City voter turnout lowest ever

May 21, 1997


Staff Writer

The smallest percentage of voters in Hagerstown history trudged to the polls for Tuesday's general election, continuing a steady slide since 1981, when close to half of the electorate voted.

According to unofficial turnout figures, 21.67 percent of city voters cast ballots.

The total was a little more than double March's primary, but the lowest ever for a city general election.

Since 1981, figures for the city's general election have slipped to 39 percent, 35 percent and 30 percent in successive elections.

"To think that 20 percent of the registered voters elected the mayor and council of Hagerstown," marveled Dorothy Kaetzel, Washington County election director.


"We expected low turnout," she added. "This is even lower than we predicted."

Poll judges throughout the city reported a steady, but small trickle of voters.

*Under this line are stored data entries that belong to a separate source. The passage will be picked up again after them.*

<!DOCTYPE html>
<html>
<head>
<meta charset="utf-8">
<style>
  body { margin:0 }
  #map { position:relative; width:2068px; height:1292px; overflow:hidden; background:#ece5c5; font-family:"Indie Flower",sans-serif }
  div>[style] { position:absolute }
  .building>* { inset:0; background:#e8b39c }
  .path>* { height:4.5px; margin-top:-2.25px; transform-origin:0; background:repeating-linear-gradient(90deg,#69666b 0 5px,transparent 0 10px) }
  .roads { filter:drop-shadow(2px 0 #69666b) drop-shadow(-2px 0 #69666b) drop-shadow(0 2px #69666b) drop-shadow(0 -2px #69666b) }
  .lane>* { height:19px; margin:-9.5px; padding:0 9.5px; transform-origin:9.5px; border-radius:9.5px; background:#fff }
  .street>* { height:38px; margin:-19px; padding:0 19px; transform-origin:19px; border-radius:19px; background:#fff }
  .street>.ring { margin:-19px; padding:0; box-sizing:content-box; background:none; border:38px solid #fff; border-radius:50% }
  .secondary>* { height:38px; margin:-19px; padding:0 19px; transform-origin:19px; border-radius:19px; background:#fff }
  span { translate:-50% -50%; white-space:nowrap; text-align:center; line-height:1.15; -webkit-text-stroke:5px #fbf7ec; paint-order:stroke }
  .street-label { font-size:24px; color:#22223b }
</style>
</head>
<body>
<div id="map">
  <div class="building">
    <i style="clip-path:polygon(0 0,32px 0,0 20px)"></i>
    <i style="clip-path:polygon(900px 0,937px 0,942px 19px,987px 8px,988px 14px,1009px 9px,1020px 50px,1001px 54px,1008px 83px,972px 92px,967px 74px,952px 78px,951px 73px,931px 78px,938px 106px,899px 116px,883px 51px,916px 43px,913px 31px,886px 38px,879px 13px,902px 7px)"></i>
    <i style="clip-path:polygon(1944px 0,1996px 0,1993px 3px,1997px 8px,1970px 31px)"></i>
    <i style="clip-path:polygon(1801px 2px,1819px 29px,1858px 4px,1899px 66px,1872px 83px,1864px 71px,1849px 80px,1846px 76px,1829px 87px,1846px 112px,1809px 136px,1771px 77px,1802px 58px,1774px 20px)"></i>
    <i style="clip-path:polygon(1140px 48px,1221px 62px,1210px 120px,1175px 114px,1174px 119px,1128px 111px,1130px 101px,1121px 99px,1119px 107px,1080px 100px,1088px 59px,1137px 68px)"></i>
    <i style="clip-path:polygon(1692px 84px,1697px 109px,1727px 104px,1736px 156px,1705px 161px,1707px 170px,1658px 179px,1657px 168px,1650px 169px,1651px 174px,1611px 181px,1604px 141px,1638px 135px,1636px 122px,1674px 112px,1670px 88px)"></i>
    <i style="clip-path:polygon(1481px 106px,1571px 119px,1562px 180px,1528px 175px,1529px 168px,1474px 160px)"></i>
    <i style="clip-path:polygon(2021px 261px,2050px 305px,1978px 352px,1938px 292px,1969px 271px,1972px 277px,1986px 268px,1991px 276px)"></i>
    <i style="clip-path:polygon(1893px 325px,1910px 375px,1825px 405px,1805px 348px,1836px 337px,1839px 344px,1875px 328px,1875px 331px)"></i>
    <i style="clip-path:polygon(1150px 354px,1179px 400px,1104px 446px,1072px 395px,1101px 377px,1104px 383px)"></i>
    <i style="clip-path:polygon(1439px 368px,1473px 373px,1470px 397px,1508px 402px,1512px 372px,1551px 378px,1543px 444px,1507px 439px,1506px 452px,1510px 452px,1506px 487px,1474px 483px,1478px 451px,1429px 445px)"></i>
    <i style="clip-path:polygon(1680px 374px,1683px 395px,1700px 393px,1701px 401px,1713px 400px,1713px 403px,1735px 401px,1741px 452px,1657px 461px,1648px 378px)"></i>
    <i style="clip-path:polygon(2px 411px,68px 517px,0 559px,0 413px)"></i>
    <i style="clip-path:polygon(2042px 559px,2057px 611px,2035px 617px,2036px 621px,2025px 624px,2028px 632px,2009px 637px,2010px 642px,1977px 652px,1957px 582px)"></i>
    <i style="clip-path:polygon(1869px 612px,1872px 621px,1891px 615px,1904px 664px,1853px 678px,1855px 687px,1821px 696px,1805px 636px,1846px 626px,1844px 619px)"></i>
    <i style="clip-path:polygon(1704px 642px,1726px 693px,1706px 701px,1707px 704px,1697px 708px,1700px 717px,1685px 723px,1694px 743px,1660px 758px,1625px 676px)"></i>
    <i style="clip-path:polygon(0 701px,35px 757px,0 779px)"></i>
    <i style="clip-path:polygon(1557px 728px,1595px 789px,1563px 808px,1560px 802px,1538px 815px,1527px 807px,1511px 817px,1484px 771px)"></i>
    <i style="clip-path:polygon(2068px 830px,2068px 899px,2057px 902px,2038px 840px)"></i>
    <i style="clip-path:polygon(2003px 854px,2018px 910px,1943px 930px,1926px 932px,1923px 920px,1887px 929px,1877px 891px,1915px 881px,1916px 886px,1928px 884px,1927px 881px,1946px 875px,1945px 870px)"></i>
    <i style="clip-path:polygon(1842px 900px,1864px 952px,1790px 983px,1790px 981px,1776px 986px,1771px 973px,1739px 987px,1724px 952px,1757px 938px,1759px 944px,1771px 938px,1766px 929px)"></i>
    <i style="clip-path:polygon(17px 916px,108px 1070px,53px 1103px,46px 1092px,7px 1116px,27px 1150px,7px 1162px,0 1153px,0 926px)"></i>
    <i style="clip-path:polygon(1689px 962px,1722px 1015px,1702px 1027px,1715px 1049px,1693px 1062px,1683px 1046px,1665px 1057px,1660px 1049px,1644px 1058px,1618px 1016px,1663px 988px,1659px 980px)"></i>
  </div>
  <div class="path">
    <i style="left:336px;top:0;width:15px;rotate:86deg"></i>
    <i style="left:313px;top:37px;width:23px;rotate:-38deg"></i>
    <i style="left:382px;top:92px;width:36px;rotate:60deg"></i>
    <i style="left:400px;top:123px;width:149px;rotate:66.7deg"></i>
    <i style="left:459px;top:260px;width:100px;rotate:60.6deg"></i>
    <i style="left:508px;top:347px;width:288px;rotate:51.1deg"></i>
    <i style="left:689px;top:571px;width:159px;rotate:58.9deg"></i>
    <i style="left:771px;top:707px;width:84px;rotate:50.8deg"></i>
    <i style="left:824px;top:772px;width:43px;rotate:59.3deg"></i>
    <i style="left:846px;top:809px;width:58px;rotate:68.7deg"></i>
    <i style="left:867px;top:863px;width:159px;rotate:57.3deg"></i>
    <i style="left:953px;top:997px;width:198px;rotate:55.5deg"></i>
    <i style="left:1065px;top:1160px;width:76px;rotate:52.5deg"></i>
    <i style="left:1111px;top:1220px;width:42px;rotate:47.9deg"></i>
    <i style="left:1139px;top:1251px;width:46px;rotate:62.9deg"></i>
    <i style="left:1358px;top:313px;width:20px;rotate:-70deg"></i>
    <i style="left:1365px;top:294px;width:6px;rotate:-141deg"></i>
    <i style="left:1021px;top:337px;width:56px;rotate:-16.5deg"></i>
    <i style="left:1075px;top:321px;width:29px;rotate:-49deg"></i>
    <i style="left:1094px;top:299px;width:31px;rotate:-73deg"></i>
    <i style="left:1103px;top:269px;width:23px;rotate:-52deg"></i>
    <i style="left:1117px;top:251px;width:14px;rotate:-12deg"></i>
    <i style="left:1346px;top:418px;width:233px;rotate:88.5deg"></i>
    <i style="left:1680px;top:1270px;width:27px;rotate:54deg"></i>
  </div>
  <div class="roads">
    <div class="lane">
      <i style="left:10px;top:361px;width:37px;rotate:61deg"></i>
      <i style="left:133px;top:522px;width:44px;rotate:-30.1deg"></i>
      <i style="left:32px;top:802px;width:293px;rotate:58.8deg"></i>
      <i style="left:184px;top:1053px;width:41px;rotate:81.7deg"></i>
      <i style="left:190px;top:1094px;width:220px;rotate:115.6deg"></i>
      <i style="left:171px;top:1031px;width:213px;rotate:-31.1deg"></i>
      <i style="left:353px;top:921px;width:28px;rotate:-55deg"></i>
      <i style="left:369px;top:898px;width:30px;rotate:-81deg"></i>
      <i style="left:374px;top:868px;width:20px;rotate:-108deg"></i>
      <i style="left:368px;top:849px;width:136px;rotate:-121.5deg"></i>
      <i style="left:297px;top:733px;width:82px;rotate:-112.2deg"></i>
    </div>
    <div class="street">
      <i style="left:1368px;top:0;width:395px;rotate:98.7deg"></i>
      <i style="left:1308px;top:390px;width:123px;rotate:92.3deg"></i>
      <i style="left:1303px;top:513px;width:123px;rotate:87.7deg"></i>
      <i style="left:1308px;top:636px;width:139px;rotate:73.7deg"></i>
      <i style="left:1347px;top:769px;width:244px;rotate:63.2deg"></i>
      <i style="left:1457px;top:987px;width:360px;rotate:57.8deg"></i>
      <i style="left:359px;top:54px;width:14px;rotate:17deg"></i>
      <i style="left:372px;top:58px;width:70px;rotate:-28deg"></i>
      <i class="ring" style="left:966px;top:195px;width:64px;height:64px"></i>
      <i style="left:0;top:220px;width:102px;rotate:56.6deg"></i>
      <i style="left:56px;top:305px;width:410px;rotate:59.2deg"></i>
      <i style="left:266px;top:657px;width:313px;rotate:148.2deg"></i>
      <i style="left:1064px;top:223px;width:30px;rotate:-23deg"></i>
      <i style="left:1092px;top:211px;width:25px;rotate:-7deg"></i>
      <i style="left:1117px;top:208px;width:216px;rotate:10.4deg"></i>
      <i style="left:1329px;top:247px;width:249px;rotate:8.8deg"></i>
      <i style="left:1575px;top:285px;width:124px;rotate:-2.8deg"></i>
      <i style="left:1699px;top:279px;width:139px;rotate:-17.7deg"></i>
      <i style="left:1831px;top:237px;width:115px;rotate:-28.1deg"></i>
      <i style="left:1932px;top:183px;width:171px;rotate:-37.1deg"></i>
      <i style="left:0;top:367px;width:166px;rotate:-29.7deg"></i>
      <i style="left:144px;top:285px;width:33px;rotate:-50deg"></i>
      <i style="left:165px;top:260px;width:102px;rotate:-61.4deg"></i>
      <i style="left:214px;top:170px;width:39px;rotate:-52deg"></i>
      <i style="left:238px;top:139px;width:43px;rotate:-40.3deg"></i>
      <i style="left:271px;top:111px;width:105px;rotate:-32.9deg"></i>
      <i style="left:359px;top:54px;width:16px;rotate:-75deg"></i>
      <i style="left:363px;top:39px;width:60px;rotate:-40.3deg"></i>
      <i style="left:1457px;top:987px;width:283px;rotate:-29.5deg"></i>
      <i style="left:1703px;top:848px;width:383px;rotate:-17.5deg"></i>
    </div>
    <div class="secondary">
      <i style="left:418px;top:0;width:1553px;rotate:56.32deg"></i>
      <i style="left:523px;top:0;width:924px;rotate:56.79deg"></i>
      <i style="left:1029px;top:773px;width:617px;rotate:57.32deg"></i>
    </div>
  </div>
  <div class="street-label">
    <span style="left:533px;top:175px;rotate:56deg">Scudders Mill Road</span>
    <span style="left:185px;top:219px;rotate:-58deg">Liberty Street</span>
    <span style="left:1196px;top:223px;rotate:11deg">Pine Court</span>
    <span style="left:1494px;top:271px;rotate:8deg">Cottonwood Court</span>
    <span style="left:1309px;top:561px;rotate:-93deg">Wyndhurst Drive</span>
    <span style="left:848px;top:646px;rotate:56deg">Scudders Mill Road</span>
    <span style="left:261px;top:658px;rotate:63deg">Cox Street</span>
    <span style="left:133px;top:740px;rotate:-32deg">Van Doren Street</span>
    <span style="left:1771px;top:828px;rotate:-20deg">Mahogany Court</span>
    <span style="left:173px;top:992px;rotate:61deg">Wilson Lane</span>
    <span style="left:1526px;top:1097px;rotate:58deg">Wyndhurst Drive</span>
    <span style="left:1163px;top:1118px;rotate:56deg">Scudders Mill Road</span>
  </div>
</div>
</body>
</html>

Charles K. Miller, a judge at the Potomac Towers precinct, said he was surprised by the low turnout. He said he thought the turnout would be double the 15 percent who showed up there for the primary.

Instead, 140 out of 688 - about 20 percent - voted, Miller said. Noting the sunshine most of the day, he said weather was no explanation.

"They have no excuse," he said. "It's better than the primary, but still not what we expected. I thought there was more interest in town."

At Salem Elementary School, a little more than 28 percent voted - a little less than the primary.

"I would have expected more voters than in the primary," said Elaine Rose, chief polling judge for the precinct.

The traffic at the North Hagerstown High School polling station was at least consistent, even if the overall 25 percent turnout was low, said chief judge Jason Malott.

"Except for the last hour, it's been pretty steady all day long," he said just before polls closed. "There weren't too many periods when no one came in."

Those who did show up tended to have an anti-incumbent fervor, he said.

"We did hear quite a few people say they wanted to throw the rascals out," he said. "Quite a few people said: `Clean house.'"

Staff Writer Julie E. Greene contributed to this story.